Oysa kandırılan, kendisine inanıp oy veren vatandaşlarımızdı.. Onlar hep yüz üstü bırakıldı..
Saymakla bitmez;
-Açılım sürecinde, "Terör belası bitsin" diyen tertemiz yürekli insanımızı, akilleri ile birlikte kandırdılar..
-Barzani ile oturduklarında, "Misak-ı Millî"nin yeniden vücut bulabileceğini düşünen, idealist insanlarımızı kandırdılar..
-Şivan'lı, megri megrili, gözyaşlı şovla, dosta eli uzatmayı düstur etmiş insanlarımızı kandırdılar..
-Avrupa Birliği normları diye diye, devletin ve rejimin tüm direklerini yıkarken, "medeni dünya" ile medeni ilişki kurulduğunu zanneden liberalleri kandırdılar.. Şimdi o ekip ya içeride ya yurt dışında..
-Eeeey İsrail diyerek, Müslüman'a zulmedenlere kafa tutuyor pozuyla, inanmış insanlarımızı kandırdılar.. Sonuç, kapı arkasından İsrail ile her ilişki rayında maşallah..
-Vatikan'a vurarak, 'Haçlı ittifakı' diyerek, inanmış, mütedeyyin insanlarımızı kandırdılar.. Bugün o Vatikan'ın huzuruna büyük bir keyifle gidiyorlar..
***
Mütedeyyin, tertemiz duygularla, ağızdan çıkan söz senettir diye yaşamış abilerim, ablalarım, kardeşlerimi kandırıp, güzel şeyler olacağı umuduyla oylarını aldılar..
Ve onları, her yeni dönemde yüz üstü bıraktılar..
Onların samimiyetini dün 'Haçlı ittifakı' diyerek sömürüp oylarını aldılar, bugün o ittifakın merkezinde huzura çıkıyorlar..
Yarın, hiçbir şey olmasa, o tertemiz, o inanmış insanlarımızın ahı ve iki eli, o yakalardan kimse koparamayacak.. Bu dünyada değilse, mahşerde..
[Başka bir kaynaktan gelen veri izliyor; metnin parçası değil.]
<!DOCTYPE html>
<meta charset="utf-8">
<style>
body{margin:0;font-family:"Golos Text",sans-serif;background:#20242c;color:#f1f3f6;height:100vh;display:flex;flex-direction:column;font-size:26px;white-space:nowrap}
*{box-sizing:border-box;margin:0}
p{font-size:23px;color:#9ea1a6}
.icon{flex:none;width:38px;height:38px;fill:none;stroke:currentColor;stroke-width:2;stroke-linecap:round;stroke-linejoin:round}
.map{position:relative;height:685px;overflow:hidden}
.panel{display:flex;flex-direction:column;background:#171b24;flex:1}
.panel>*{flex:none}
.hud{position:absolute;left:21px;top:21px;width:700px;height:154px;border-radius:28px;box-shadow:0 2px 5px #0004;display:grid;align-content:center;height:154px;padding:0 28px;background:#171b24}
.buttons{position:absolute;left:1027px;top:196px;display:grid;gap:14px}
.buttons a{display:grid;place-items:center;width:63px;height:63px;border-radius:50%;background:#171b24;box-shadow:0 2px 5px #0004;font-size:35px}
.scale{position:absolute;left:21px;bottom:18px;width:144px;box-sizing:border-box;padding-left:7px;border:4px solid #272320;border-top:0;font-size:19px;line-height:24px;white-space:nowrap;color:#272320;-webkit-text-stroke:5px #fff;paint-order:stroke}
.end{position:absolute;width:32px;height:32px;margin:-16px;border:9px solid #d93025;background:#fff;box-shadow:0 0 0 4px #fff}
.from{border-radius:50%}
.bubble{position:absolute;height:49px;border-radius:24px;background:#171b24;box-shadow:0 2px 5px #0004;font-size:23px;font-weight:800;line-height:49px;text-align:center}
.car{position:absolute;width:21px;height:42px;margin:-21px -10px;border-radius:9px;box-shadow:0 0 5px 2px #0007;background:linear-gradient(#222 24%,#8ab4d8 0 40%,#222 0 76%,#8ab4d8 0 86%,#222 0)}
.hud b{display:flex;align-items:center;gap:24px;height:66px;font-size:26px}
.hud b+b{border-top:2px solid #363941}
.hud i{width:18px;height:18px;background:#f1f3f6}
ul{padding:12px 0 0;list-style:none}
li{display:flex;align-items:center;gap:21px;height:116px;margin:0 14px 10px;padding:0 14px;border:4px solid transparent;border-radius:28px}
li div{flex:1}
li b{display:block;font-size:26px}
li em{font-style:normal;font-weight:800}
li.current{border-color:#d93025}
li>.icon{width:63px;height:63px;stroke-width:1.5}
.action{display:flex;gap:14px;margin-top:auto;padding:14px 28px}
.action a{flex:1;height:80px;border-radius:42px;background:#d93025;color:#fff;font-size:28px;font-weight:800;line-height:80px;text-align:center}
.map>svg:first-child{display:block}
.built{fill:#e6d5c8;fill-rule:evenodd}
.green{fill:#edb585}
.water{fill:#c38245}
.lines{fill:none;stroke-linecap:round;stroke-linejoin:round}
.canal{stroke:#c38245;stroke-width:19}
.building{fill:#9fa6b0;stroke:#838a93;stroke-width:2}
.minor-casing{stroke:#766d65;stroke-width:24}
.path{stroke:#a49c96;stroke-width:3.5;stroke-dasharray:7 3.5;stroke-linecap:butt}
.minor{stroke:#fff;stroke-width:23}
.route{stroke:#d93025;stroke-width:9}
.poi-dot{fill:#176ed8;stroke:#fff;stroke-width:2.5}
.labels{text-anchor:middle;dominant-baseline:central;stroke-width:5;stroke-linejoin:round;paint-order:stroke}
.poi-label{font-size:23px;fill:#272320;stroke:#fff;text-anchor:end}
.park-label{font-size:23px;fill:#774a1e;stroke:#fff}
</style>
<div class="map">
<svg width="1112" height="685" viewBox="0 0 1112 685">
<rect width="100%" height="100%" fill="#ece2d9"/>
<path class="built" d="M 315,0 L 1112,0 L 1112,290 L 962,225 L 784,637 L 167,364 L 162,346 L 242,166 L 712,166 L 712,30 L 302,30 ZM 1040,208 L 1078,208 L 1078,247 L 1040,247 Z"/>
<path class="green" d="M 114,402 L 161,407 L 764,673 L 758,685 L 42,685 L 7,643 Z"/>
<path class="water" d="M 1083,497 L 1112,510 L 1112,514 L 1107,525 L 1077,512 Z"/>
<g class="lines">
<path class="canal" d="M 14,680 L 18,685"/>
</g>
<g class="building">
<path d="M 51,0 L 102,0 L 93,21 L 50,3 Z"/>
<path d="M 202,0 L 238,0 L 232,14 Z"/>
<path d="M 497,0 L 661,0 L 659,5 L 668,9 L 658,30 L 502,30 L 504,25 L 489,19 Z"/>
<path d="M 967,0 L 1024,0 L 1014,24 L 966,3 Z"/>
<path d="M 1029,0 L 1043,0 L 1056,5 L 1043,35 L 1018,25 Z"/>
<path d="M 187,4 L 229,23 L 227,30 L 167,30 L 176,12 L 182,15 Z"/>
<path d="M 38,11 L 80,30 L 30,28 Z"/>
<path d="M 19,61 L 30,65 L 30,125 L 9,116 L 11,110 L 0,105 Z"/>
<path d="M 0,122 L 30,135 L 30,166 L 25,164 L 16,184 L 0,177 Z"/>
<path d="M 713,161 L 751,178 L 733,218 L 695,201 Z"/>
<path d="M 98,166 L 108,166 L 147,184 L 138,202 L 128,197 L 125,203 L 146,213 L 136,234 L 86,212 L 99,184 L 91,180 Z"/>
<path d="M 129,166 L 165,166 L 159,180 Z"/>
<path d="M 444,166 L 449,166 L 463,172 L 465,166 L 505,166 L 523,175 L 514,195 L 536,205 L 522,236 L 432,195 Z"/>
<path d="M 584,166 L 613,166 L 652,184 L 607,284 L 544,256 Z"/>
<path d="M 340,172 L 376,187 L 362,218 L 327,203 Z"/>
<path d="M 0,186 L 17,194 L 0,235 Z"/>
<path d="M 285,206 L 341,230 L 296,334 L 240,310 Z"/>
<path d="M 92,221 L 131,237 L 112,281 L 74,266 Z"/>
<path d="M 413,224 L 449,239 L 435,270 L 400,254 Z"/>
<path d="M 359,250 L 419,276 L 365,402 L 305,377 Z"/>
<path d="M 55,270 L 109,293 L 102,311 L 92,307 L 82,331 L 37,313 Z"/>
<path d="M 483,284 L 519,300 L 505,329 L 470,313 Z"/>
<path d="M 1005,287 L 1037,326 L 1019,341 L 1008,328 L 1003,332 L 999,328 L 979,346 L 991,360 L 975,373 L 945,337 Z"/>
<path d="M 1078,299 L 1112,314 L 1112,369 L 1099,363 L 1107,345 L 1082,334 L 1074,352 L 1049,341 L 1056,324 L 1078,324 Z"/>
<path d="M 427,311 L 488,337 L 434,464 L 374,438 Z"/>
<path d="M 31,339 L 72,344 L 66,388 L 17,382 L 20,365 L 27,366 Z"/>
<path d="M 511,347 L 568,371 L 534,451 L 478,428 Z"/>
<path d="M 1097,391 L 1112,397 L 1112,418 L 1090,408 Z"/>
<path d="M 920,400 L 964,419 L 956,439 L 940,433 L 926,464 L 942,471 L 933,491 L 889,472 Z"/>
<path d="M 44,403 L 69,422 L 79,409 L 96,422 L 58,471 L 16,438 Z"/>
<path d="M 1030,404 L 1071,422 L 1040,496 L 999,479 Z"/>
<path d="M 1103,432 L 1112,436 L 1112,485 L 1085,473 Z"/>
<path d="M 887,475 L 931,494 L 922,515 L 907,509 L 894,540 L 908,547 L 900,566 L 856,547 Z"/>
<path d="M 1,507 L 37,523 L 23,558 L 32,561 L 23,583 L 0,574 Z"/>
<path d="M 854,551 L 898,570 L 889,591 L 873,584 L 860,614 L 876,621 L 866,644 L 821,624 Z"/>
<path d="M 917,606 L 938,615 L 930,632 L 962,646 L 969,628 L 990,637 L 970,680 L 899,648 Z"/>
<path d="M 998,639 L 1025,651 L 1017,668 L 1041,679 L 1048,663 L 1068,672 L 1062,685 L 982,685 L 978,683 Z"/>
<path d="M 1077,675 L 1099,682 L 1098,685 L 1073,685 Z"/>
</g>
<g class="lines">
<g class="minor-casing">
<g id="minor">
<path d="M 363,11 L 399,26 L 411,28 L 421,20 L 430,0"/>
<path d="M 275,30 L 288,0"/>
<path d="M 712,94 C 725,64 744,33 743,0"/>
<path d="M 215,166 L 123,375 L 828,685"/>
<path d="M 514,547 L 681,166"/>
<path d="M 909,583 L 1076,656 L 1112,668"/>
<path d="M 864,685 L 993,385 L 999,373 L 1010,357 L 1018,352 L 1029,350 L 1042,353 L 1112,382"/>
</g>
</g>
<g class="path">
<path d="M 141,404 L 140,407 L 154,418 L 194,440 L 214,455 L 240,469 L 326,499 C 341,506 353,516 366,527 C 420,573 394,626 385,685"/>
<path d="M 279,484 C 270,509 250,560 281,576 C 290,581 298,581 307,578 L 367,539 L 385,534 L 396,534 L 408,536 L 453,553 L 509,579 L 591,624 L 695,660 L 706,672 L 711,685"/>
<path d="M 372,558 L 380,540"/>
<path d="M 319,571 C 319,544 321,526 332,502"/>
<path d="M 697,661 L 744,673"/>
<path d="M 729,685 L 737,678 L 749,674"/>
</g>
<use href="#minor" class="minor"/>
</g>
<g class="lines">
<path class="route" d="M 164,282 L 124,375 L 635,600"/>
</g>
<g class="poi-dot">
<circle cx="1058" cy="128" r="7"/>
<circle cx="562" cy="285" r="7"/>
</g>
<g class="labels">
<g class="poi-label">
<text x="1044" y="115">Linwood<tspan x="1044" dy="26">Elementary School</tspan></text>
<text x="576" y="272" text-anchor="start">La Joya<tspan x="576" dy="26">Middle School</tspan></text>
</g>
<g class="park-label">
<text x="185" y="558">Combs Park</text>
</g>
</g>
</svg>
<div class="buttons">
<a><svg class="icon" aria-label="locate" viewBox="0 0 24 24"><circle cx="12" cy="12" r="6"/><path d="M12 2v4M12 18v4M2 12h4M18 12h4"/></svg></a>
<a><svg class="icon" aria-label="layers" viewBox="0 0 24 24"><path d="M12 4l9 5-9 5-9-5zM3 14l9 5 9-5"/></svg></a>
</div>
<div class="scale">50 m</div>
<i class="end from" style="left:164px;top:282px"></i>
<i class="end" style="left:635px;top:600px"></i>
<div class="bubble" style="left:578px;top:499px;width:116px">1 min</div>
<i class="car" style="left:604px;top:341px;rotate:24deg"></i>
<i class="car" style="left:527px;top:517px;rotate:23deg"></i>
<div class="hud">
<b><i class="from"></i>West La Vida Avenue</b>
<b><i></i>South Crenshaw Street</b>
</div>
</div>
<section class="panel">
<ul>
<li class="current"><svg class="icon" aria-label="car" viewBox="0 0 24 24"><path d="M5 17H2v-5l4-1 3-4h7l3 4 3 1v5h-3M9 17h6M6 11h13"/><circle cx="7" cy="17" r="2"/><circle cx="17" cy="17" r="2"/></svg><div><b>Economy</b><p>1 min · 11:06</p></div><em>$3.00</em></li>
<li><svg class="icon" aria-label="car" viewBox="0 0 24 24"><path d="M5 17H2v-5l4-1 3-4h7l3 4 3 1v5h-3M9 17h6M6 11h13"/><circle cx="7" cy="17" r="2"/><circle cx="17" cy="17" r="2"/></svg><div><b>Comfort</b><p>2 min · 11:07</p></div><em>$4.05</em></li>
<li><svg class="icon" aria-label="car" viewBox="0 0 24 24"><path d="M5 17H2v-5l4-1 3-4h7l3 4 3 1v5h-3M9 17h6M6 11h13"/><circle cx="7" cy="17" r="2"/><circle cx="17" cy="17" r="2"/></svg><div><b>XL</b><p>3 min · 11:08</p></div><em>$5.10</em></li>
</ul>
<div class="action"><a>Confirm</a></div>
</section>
Mesele, bu dünyanın işini mahşere bırakmamak.. Aklımız da, Allah'ın bize bunun için verdiği bir nimet..
***
Üzücü olan ne biliyor musunuz, referandum döneminde Tayyip Erdoğan'ın başkanlık hedefi ve şahsi bekası söz konusu olduğunda Papa'nın huzurunda olmak, "Haçlı İttifakı'nın" üyesi olmaktı o günlerde de yedi düvel Türkiye'ye cephe açmış üzerimize yürüyordu Erdoğan'ın bekası söz konusu olduğu için Papa'nın huzurunda olmak tu kakaydı.
Bugünde yedi düvel ülkemize cephe açmış, Türkiye'nin bekası söz konusu, ancak Papa'nın huzurunda olmak sorun değil.
Demem o ki, AKP cephesinde değişen bir şey yok her konuda tavrı ülkenin bekası değil, şahsi beka belirliyor.